- Required action
Find the lines of data that contain the string "What", then list them.
(Beginning of The data)
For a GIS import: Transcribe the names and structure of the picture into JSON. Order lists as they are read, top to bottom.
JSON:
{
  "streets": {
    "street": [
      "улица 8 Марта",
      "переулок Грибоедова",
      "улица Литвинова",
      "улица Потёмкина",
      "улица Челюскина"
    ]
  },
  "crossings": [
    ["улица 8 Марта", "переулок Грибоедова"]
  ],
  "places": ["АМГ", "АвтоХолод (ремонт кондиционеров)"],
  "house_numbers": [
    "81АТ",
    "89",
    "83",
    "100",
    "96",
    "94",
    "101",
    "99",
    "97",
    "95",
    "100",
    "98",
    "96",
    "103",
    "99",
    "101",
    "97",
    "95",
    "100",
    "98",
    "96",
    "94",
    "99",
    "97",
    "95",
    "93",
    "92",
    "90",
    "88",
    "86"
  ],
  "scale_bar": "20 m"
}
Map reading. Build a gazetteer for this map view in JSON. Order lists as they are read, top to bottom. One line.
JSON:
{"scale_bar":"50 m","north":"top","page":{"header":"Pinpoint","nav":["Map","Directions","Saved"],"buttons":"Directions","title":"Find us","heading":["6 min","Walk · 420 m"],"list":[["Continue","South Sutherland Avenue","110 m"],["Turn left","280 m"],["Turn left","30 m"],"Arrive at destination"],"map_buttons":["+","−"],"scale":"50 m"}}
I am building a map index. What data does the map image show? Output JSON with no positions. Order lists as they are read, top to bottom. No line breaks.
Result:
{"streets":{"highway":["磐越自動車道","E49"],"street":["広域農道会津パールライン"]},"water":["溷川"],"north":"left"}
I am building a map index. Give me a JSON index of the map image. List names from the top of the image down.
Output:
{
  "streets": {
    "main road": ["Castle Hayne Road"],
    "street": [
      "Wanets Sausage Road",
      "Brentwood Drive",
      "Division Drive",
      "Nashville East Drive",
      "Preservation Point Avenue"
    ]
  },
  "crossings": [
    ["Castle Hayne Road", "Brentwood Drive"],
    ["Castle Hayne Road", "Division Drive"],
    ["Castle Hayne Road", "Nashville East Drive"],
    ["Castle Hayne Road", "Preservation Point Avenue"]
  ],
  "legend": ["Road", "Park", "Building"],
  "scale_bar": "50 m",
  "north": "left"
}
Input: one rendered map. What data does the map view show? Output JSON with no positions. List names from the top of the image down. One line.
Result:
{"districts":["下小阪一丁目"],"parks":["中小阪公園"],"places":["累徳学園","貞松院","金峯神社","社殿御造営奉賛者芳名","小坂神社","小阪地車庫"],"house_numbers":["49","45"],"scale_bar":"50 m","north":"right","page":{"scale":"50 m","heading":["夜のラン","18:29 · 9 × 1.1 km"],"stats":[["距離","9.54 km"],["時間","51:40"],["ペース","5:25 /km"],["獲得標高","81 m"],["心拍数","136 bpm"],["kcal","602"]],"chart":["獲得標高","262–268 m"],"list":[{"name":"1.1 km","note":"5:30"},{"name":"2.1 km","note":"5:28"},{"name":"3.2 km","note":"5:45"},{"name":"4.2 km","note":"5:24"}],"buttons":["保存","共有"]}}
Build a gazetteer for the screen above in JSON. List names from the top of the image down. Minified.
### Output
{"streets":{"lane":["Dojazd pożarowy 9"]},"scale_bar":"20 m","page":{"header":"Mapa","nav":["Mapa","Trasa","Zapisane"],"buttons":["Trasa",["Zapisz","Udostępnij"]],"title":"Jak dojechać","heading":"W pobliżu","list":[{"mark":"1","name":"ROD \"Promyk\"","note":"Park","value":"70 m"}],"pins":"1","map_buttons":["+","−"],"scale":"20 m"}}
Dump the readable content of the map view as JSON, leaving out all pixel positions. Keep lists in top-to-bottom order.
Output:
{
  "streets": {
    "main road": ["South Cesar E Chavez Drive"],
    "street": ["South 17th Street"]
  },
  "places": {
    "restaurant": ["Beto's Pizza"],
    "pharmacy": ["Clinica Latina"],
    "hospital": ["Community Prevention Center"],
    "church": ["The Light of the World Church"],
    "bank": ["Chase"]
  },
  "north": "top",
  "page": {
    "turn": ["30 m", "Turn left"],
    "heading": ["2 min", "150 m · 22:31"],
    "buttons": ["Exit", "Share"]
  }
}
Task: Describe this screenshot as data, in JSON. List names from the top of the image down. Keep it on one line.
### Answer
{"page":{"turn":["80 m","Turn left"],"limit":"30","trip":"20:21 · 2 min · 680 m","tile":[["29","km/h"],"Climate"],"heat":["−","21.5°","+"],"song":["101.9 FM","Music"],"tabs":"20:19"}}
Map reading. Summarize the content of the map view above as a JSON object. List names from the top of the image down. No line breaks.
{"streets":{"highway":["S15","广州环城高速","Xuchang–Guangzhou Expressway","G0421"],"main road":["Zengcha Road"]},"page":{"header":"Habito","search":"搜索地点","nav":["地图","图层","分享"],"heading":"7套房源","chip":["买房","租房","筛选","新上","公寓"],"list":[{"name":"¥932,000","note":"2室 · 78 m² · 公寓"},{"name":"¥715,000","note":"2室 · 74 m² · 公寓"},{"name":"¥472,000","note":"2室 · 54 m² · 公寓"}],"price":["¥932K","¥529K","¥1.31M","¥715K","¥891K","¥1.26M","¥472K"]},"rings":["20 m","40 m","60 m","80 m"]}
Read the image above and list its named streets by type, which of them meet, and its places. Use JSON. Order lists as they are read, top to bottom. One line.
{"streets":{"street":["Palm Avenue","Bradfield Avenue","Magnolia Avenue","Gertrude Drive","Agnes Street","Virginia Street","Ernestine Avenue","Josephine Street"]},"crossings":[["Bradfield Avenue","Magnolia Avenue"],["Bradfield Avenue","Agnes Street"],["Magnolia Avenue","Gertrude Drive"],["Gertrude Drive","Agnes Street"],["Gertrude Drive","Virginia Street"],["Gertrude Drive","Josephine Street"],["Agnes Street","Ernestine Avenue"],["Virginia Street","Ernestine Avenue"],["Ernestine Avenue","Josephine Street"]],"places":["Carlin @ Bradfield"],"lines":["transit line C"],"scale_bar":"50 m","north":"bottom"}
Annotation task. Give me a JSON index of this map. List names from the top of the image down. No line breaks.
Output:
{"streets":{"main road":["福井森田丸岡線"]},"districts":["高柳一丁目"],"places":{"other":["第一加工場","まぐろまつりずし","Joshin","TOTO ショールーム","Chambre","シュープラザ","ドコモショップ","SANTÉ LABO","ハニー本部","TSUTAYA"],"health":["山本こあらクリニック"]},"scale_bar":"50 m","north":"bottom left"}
(End of The data)
- Task result
I am building a map index. What data does the map image show? Output JSON with no positions. Order lists as they are read, top to bottom. No line breaks.
Input: one rendered map. What data does the map view show? Output JSON with no positions. List names from the top of the image down. One line.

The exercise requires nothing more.